Client credentials act as a powerful service account. Anyone holding them can act on your behalf and access your tenant. Protect them as you would any internal system password.

## How to keep your tokens safe

### 1. Use environment variables and a proper secret store

Never hardcode your `client_secret` in source files. Use environment variables and a secure secret manager provided by your cloud platform or infrastructure. Rotate secrets if exposure is suspected.

### 2. Never expose credentials in frontend or untrusted environments

Client credentials must only live on trusted servers. Do not embed them in browser code, mobile apps, desktop apps, or any environment you cannot fully control. Instead, your backend should request access tokens, validate requests, and decide what your users can do.

<Warning>
  Never expose client credentials (`client_id` + `client_secret`) to a frontend application. A full-scope access token should also stay on the backend, because it grants the same access as the credentials that produced it.

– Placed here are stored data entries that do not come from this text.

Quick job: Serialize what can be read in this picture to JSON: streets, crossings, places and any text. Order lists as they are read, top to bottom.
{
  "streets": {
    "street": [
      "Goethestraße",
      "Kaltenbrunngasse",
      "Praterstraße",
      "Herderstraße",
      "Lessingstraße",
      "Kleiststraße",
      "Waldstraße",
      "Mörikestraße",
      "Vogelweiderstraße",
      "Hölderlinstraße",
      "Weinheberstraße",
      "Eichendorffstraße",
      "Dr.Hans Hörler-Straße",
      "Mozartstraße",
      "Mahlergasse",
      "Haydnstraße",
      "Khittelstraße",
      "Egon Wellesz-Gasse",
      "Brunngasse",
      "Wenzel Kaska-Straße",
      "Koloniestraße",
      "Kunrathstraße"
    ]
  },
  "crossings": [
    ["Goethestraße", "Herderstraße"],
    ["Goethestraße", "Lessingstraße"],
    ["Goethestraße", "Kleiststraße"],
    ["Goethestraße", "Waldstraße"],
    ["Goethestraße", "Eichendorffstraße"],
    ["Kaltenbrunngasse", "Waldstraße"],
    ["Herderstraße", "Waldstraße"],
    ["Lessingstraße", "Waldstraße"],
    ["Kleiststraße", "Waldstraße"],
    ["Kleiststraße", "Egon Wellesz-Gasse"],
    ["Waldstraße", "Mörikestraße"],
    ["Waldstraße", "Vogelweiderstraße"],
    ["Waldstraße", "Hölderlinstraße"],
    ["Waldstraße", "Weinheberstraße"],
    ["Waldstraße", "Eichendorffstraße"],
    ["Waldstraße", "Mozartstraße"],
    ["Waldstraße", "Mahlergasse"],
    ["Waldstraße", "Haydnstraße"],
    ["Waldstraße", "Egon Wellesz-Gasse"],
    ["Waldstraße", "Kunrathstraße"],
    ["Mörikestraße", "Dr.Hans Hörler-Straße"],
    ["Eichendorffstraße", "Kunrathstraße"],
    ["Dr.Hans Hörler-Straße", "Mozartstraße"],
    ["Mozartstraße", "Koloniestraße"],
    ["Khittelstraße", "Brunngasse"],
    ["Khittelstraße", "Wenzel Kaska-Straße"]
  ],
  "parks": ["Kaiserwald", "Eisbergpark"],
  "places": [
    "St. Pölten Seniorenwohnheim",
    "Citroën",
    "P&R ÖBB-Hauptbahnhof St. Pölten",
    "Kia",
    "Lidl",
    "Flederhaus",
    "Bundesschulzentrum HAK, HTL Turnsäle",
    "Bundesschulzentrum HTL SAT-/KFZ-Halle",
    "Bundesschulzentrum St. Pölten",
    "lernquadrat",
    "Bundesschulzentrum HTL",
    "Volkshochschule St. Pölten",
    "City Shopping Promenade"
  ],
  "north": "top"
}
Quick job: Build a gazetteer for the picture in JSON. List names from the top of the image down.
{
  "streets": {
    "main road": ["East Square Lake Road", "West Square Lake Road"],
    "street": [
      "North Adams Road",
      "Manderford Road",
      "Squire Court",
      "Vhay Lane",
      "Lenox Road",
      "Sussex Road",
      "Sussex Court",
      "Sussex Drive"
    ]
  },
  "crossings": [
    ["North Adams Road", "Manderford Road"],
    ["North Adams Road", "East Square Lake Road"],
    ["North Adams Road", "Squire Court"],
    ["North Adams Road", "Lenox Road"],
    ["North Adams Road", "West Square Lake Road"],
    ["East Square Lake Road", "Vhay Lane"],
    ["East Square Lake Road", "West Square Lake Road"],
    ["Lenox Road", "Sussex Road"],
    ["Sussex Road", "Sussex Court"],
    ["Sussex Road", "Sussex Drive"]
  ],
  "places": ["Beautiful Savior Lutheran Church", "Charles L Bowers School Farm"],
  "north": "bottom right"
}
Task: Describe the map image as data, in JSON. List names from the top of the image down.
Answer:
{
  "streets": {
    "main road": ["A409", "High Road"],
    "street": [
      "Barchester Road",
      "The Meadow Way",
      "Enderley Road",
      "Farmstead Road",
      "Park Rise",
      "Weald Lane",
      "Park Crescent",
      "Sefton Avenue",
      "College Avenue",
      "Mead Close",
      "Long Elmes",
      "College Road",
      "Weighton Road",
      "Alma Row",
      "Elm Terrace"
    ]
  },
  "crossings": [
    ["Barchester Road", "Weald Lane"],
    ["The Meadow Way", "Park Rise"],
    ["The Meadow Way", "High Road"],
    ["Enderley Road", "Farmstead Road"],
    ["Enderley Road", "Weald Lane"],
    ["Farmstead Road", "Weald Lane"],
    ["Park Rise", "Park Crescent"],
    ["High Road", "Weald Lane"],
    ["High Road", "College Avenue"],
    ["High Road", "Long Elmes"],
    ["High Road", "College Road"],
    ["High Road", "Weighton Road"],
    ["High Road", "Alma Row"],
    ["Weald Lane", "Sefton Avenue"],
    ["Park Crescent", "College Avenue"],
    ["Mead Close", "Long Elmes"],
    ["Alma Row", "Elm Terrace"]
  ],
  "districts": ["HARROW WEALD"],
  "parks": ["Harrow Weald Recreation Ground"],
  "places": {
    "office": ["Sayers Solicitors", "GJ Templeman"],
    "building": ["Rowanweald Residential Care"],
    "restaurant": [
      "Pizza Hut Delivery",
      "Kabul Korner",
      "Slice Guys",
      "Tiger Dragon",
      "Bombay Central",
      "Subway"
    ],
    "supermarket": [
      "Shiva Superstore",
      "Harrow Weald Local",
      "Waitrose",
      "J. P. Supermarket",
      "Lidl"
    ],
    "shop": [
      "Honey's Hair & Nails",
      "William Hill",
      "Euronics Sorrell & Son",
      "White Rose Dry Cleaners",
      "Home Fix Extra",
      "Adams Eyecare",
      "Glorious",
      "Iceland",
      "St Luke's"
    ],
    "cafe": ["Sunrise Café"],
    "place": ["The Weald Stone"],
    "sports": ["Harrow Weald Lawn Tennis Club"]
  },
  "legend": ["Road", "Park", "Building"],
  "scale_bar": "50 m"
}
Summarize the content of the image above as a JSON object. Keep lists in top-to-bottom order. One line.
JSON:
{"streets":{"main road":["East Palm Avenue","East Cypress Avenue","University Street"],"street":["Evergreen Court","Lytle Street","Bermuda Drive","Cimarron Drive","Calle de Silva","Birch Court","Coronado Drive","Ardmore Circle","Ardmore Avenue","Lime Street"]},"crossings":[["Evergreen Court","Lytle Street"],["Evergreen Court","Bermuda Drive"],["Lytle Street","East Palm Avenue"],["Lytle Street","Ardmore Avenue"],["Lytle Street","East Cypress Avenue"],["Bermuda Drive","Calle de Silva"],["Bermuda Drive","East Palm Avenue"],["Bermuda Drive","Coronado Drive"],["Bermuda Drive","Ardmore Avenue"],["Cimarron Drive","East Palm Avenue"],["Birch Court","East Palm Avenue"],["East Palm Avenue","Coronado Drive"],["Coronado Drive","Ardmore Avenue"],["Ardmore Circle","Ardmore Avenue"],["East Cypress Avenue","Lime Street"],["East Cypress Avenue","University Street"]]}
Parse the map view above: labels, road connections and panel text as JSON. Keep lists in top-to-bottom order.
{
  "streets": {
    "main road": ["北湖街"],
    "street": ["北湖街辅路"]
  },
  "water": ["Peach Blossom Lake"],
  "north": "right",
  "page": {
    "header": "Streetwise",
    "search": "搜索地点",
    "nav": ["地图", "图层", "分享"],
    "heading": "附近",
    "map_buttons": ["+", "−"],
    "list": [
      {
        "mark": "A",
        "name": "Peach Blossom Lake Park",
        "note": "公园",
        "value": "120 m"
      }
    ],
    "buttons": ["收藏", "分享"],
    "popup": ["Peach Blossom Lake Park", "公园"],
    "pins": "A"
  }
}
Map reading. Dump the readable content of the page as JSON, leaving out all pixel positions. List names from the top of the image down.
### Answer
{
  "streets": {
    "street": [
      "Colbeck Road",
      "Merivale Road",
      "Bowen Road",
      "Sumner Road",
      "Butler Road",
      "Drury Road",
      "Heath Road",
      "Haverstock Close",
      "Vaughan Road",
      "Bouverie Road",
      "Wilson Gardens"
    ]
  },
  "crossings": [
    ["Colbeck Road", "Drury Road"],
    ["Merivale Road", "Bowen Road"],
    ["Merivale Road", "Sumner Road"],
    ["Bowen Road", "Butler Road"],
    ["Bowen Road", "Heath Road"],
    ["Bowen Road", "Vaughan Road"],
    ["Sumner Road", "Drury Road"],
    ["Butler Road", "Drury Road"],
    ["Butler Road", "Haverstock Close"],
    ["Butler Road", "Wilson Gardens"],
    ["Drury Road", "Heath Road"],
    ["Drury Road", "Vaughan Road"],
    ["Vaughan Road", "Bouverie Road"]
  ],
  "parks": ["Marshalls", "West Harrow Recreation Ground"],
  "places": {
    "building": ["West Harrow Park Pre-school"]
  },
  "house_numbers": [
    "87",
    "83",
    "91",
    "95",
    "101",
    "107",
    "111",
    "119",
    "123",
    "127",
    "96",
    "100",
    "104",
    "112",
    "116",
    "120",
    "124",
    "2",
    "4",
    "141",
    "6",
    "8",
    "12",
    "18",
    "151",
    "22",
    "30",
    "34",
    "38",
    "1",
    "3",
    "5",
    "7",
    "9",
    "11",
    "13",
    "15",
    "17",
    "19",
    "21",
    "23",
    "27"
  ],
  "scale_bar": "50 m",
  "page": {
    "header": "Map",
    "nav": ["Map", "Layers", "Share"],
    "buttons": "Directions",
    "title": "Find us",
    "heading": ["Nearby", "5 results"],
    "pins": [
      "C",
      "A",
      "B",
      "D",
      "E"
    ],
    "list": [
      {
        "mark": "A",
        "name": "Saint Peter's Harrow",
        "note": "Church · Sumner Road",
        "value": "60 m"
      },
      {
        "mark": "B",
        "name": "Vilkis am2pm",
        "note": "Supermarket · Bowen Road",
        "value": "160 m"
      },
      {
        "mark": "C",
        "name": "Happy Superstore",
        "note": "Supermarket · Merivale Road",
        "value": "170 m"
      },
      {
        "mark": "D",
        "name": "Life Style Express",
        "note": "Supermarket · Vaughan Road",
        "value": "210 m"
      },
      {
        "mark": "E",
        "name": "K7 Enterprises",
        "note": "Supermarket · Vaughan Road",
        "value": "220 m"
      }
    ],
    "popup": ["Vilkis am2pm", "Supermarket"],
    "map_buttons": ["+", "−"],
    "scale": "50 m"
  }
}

  If you cannot avoid passing a token to the frontend — for example, when opening a real-time speech-to-text WebSocket directly from the browser — issue a **limited-scope token** instead. Request the token with `scope="openid transcribe"` and/or `scope="openid streams"`, and the resulting access token will only be accepted by the corresponding streaming endpoints (`/transcribe` and `/streams`). It cannot be used to read or modify any other data, so the blast radius if it is intercepted is limited to a streaming session.

  See [Limited-scope credentials for streaming APIs](#4-if-you-must-use-tokens-in-special-cases-use-limited-scope-credentials) below for the full request format.
</Warning>

### 3. Use a backend proxy to handle all Corti API calls from frontends

When you need a frontend to be able to call the Corti API, it is advised to use a proxy. This means all requests are through a proxy that you control. The proxy injects authentication, performs validation, and enforces user-level rules.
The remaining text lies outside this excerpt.